**Supplied entries:**
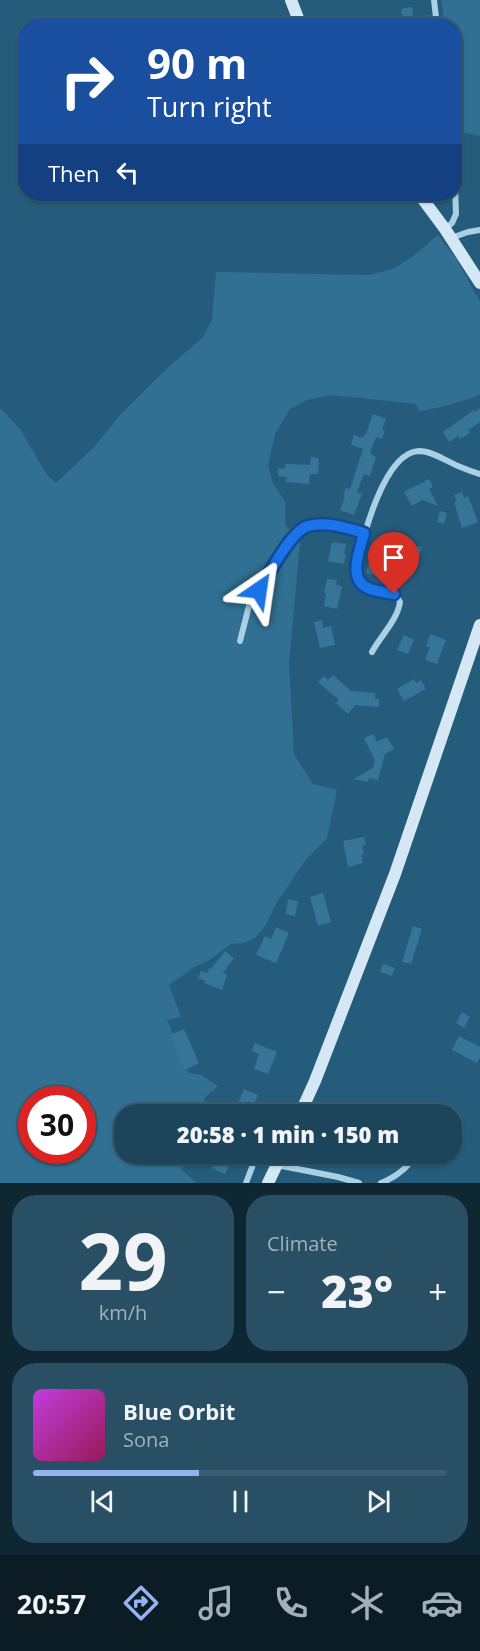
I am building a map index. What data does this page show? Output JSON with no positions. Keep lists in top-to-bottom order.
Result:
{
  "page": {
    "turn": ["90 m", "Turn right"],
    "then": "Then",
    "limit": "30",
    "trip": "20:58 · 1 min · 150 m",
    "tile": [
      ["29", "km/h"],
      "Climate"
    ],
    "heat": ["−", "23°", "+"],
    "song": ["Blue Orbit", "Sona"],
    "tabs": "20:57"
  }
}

---

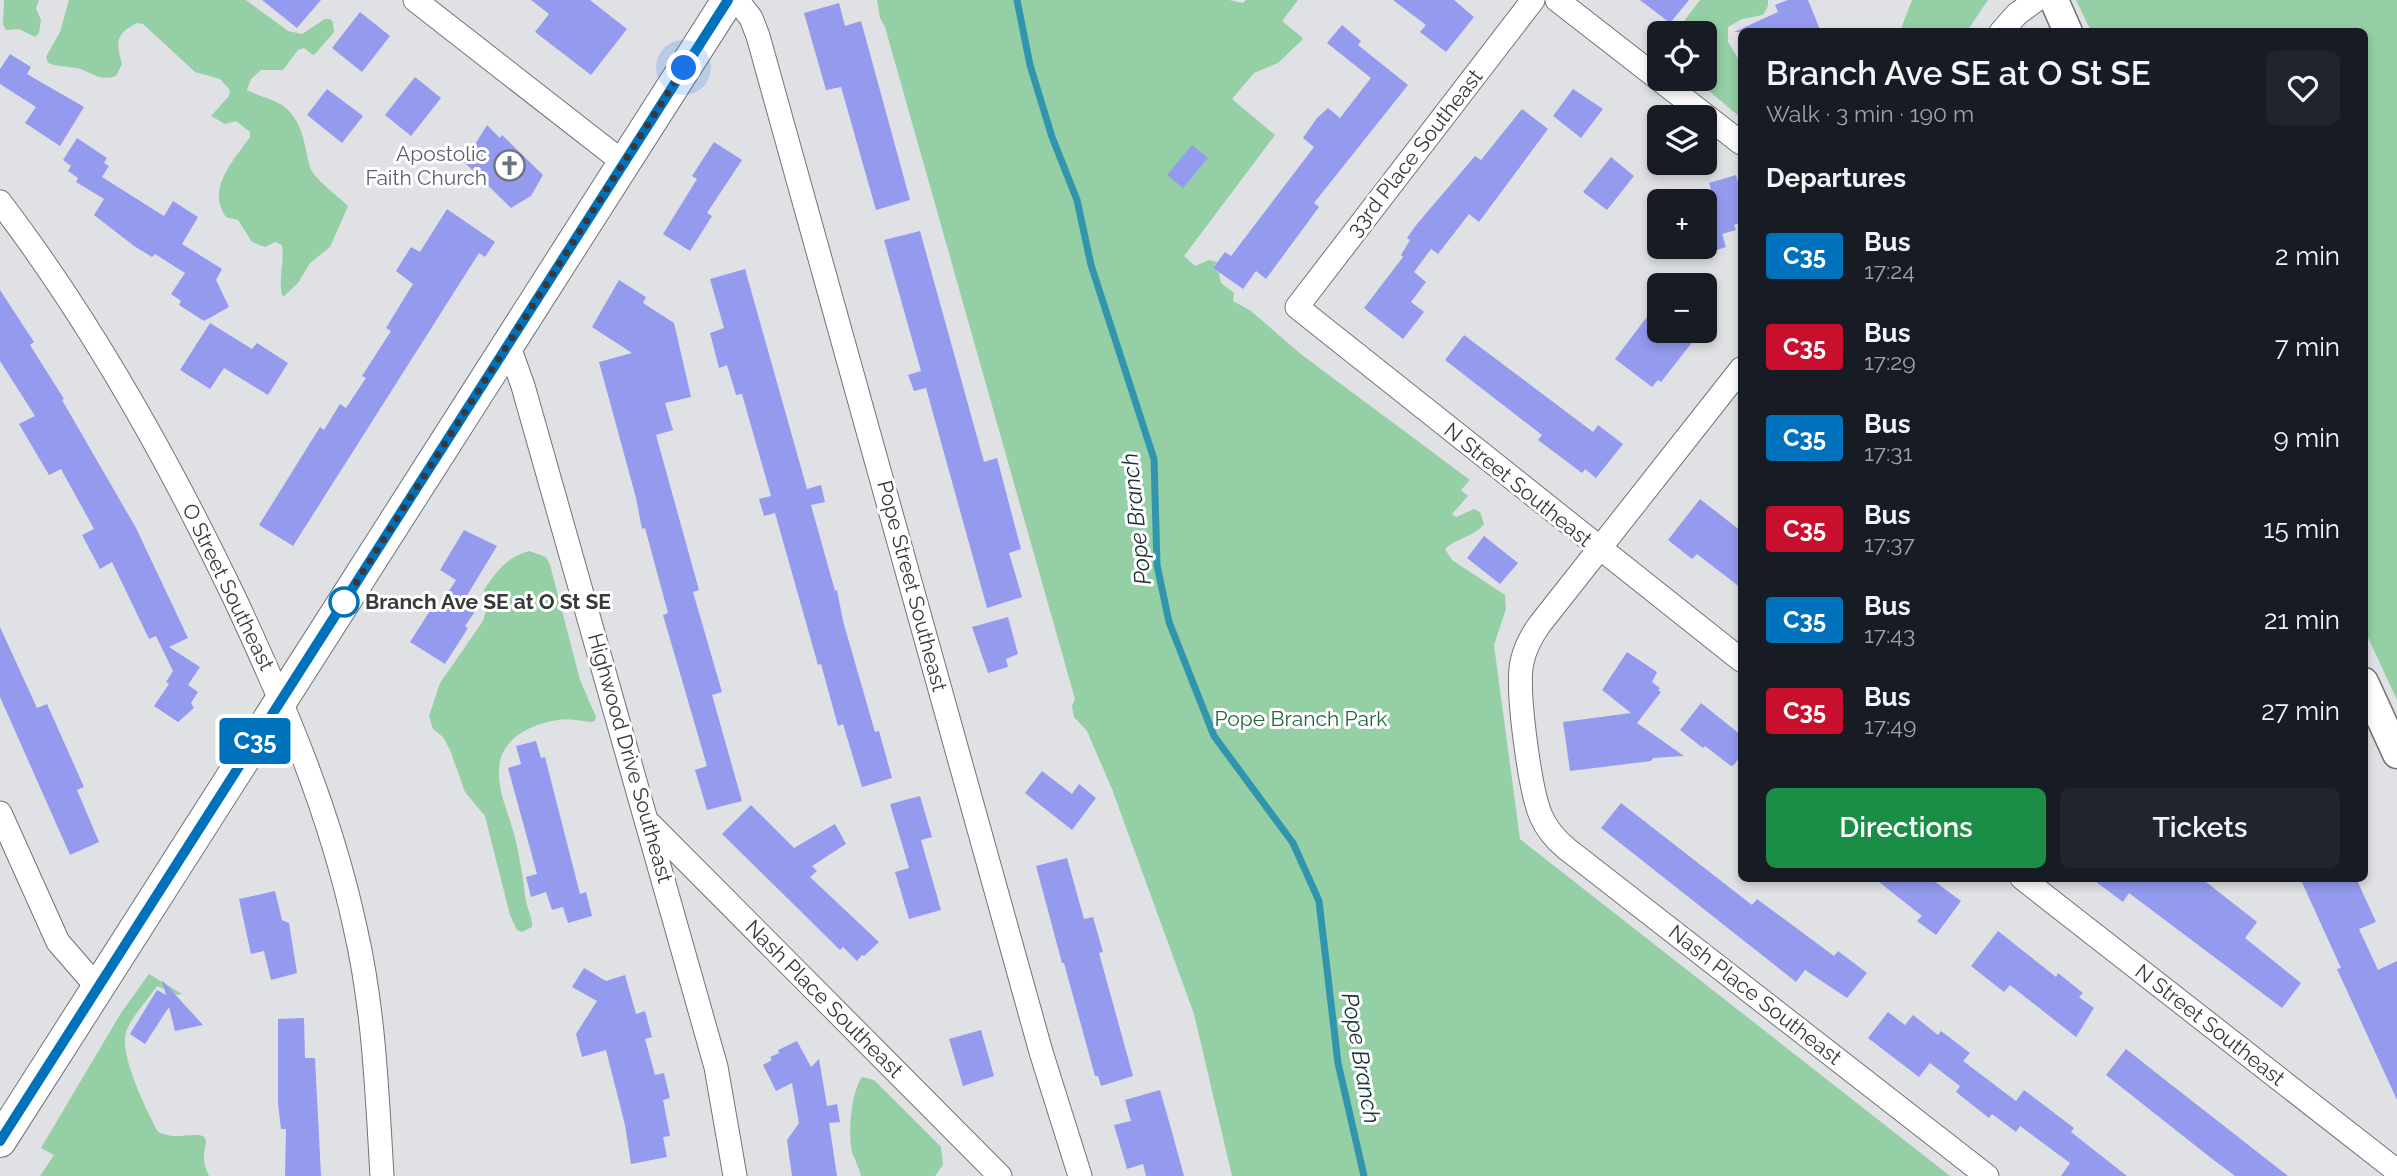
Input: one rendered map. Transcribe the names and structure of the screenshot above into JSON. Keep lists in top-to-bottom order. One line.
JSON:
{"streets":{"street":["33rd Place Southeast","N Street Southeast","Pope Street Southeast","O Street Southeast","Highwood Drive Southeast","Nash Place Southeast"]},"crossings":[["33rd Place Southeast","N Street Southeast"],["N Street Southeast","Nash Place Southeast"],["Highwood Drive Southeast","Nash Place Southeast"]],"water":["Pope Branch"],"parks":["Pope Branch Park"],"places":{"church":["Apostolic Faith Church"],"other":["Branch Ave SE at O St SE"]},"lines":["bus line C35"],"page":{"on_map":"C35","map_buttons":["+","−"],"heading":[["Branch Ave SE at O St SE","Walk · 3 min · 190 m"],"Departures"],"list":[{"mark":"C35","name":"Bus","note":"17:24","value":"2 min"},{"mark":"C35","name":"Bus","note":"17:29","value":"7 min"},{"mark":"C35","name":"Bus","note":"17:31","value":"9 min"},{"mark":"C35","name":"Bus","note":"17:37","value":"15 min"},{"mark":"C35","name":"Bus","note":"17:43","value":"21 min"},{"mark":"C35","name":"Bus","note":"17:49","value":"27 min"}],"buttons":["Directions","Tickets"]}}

**About this exercise:** Go through the records and pull out each line that includes the word "lists".

**Result for this exercise:**
I am building a map index. What data does this page show? Output JSON with no positions. Keep lists in top-to-bottom order.
Input: one rendered map. Transcribe the names and structure of the screenshot above into JSON. Keep lists in top-to-bottom order. One line.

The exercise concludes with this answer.